The scope of the autonomous region to make and adopt its own constitution

Article 116 of the PRC constitution provides that people’s congresses of national autonomous regions have the power to enact autonomy regulations (zizhi fagui) and specific regulations (zizhi tiaoli) in light of the political, economic and cultural characteristics of the ethnic minority group or groups in the regions concerned. Such autonomy regulations and specific regulations of autonomous regions, however, must be submitted to the Standing Committee of the NPC for approval before they go into effect. Those of autonomous prefectures and counties must be submitted to the standing committees of the people's congresses of provinces or autonomous regions for approval before they go into effect, and they must be reported to the Standing Committee of the NPC for the record.

Interpretation and implementation of constitutional/legal provisions for autonomy

China has modeled its legal system on those of civil law countries where the power to interpret law is separate from the power to adjudicate. In common law countries, especially the United States, legal interpretation is mainly part of the judicial decision making or legal reasoning process and the power to interpret law is subordinate to the power to adjudicate. This is because the US practices separation of powers with the courts gradually evolved into the ultimate authority of the legal order, which has led to the judicial activism where judges are legitimate legal interpreters, despite the objection that judicial interpretation may in effect play the role of law-making. In China legal interpretation is an exercise of legislative power, rather than part of the judicial decision-making or legal reasoning process. As in many other civil law countries, the power to interpret law is formally mainly vested in the legislature and administrative agencies. Judges, especially lower court judges, do not have the power to interpret law. They have to submit any ambiguity or problem with regard to the application of certain rules to the Supreme People's Court for instructions.

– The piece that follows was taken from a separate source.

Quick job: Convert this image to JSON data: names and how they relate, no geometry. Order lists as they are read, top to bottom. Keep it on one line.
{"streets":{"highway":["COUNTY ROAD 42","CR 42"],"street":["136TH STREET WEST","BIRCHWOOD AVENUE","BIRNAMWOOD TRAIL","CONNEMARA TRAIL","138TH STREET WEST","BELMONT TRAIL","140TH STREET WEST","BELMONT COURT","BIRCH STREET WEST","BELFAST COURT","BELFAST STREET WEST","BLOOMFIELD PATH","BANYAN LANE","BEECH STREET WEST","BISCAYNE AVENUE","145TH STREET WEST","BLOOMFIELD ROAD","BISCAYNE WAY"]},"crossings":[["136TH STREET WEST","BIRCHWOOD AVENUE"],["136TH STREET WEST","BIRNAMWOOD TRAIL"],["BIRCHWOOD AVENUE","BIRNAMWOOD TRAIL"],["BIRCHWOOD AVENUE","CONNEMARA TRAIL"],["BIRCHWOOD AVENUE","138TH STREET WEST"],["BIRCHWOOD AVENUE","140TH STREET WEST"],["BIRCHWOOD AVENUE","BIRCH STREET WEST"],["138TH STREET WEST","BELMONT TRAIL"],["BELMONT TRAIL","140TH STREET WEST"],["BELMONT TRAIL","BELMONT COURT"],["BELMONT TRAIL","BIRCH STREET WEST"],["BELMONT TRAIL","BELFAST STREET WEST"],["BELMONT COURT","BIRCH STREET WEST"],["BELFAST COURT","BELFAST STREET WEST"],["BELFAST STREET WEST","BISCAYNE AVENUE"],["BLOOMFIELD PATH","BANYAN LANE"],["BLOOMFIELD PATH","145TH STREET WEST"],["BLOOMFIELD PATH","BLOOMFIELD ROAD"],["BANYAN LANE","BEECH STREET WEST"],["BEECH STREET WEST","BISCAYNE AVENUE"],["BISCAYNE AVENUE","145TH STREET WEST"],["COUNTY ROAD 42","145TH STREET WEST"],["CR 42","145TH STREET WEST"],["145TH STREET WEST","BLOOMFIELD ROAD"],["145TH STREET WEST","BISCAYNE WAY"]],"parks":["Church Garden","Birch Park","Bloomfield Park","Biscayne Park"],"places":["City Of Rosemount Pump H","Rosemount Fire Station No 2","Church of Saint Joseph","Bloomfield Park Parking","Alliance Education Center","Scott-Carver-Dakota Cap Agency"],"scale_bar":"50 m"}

Article 62 of the PRC constitution provides that the National People's Congress exercises the powers to amend the PRC Constitution, to supervise the enforcement of the PRC Constitution and to enact and amend basic statutes concerning criminal offences, civil affairs, the state organs and other matters. Article 67 of the PRC constitution provides that the Standing Committee of the National People's Congress exercises the powers to interpret the PRC Constitution and supervise its enforcement, to enact and amend statutes with the exception of those which should be enacted by the National People's Congress, to enact, when the National People’s Congress is not in session, partial supplements and amendments to statutes enacted by the National People’s Congress provided that they do not contravene the basic principles of these statutes, to interpret statutes and to annul those local regulations or decisions of the organs of state power of provinces, autonomous regions and municipalities directly under the Central Government that contravene the PRC Constitution, the statutes or the administrative rules and regulations.

It is quite clear that the NPC and the NPCSC are the legal authorities which can interpret and enforce the PRC Constitutional and legal provisions for the ethnic regional autonomy in China. However, while the power to inter ret the constitution is firmly held by the NPC and NPCSC, the power to interpret statutes was delegated by the NPCSC to a number of entities including the State Council, the Supreme People’s Court and the Supreme People's Procuratorates.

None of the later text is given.